Surgical management of anterior cranial fossa DAVFs carries a low morbidity rate [11] but some pitfalls can complicate their surgical exclusion; thorough analysis of digital subtraction angiography (DSA) and especially the characteristics of afferent arteries, the venous drainage pattern, particularly if a venous aneurysm is present, are all determinant factors for the final complete exclusion of the DAVF and for a good clinical results.
In this article we report our results in the surgical management of anterior cranial fossa DAVFs in two neurosurgical departments, in order to describe the DSA characteristics that determine the surgical strategy for the exclusion, the surgical technique and the postoperative outcome (at discharge and at follow-up).
Materials and methods
Patient population
Between 1999 and 2015, 14 consecutive patients who were referred to the Neurosurgical Departments of Verona and Bergamo for treatment of anterior cranial fossa DAVFs were identified via a retrospective chart review. The following parameters were recorded: there were 12 men and 2 women; the mean age was 63 years (range, 54-80 years); the clinical presentation was haemorrhage in nine patients; computed tomography (CT) scan at the admission demonstrated an intracerebral haemorrhage in six patients (with acute subdural haematoma in one case and intraventricular haemorrhage in one case); three patients were admitted to the emergency room while in coma; a subarachnoid haemorrhage (SAH) was detected in the other three patients. The diagnosis was incidental in five cases and was related to epilepsy in one case, to persistent headache in two cases, to visual disturbances in one case. In the last patient, the DAVF was incidentally diagnosed during the follow-up after a sub-total surgical removal of a cavernous sinus meningioma.
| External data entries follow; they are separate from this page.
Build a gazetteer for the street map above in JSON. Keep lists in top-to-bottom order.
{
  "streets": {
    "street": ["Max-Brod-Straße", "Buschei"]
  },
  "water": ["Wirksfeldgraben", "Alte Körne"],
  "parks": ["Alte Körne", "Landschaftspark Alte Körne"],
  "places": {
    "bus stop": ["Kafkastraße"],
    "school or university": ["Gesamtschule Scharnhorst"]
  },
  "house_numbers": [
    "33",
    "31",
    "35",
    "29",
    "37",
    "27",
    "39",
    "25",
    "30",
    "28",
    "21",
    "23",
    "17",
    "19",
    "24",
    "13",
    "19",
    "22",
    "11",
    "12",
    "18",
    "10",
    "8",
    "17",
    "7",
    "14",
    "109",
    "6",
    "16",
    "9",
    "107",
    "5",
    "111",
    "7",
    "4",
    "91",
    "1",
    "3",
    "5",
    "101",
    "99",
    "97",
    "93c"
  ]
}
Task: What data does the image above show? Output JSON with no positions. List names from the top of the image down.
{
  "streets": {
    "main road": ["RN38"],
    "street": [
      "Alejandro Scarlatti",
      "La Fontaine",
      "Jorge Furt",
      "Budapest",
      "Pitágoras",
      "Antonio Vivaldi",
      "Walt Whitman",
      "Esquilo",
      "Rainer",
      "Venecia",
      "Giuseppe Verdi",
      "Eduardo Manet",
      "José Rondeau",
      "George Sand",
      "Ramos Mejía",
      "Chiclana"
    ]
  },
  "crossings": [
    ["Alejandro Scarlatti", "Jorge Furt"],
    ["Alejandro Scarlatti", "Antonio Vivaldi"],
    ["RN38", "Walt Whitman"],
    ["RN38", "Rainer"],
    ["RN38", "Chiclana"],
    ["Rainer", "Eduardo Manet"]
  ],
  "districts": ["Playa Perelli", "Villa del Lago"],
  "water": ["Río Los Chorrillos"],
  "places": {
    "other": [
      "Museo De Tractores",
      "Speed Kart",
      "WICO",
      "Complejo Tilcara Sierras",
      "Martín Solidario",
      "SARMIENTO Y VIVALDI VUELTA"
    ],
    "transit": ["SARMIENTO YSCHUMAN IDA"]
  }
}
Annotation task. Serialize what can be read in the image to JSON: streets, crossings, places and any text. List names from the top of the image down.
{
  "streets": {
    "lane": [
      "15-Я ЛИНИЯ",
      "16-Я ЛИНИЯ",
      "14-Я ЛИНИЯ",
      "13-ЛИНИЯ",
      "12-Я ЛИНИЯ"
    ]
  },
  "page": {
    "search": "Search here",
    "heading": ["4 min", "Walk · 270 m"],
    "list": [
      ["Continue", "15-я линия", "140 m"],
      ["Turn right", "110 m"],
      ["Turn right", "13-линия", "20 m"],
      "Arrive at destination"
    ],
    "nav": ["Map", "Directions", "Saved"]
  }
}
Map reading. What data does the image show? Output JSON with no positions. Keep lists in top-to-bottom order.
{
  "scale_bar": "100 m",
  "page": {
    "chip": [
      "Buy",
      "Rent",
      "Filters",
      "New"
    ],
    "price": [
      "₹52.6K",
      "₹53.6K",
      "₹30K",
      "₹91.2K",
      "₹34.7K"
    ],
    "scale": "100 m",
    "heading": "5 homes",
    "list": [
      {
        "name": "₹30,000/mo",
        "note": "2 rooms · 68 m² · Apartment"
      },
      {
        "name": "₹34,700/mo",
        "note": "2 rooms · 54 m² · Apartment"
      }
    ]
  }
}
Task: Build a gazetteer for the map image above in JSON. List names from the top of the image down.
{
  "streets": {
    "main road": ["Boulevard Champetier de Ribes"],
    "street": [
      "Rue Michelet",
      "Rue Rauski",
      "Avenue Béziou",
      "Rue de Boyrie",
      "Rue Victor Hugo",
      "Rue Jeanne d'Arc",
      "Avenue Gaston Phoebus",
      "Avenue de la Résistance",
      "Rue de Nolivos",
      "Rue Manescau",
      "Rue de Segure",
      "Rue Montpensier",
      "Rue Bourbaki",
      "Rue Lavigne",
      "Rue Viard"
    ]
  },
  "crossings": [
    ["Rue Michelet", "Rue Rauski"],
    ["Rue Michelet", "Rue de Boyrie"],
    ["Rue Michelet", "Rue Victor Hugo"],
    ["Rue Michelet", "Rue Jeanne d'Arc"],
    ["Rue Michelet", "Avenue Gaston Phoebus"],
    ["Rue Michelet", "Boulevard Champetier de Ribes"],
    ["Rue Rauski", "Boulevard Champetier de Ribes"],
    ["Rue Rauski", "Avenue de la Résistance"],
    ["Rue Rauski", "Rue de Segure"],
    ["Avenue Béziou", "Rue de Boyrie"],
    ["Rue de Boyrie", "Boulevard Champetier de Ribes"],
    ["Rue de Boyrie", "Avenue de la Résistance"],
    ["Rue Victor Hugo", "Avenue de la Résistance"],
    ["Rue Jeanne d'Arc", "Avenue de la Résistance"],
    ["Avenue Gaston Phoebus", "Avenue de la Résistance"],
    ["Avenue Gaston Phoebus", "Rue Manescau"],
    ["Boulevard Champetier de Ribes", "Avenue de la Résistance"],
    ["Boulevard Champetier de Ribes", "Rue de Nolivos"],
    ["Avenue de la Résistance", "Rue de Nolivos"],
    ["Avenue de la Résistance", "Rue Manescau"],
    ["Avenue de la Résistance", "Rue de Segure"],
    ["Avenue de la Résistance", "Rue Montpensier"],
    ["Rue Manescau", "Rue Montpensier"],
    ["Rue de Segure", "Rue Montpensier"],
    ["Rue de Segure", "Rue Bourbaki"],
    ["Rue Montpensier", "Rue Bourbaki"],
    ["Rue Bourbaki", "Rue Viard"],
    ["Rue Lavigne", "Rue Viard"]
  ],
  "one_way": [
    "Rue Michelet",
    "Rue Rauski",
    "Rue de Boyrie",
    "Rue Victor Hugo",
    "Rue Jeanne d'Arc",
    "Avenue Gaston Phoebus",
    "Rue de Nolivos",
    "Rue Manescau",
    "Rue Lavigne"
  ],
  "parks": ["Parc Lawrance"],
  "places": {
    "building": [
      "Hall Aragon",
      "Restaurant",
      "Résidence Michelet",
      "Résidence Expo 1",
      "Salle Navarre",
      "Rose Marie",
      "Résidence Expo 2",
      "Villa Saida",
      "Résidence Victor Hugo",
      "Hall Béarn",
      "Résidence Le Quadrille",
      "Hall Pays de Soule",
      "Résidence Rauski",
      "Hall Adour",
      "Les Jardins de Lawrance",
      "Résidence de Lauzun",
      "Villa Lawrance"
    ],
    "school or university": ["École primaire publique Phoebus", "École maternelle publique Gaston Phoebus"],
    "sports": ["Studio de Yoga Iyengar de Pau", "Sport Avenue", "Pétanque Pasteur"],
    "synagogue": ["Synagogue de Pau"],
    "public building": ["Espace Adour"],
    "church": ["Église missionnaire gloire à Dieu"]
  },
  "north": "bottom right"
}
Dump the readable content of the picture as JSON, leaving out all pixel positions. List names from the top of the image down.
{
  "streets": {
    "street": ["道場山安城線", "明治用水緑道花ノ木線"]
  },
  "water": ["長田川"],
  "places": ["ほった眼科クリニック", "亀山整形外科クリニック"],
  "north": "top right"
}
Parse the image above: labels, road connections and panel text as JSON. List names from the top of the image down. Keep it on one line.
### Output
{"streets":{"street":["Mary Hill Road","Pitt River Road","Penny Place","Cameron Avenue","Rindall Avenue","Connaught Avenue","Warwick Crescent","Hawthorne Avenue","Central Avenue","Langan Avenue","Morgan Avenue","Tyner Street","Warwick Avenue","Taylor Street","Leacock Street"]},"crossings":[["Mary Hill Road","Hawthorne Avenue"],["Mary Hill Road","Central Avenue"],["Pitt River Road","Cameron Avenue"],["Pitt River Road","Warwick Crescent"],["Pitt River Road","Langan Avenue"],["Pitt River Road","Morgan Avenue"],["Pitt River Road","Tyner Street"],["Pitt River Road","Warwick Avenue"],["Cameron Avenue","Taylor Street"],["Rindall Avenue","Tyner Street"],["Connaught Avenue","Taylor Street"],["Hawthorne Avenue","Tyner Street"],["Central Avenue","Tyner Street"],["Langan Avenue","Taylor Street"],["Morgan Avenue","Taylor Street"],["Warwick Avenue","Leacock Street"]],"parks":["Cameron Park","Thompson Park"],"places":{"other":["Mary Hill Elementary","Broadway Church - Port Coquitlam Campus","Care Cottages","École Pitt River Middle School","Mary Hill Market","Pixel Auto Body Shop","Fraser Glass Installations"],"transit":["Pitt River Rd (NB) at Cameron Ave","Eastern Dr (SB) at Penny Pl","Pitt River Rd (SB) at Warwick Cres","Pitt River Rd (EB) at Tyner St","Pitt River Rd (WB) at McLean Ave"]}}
All patients were submitted to preoperative DSA in order to visualise: (1) the main features of the afferent arteries (anterior and posterior ethmoidal arteries, monolateral or bilateral; transosseus branches of the internal maxillary artery and of the external carotid artery, monolateral or bilateral; meningeal branches of the external carotid artery); (2) the venous drainage pattern (direction of the drainage to the superior sagittal sinus, to the cavernous sinus, to the sylvian veins or to the Rosenthal vein), the possible presence of a venous varix and the side of the drainage (Fig. 1). More recently, CT angiography was also introduced as a preoperative diagnostic tool, which can be helpful in planning the surgical approach. Clinical and angiographical details of the DAVFs are reported in Table 1. A venous varix was evident in eight cases and it was double in one of them; more specifically, the venous varix was present in seven out of nine patients with ruptured DAVF and in one out of five patients with unruptured DAVF. A left paraclinoid unruptured aneurysm was also detected during DSA in one patient.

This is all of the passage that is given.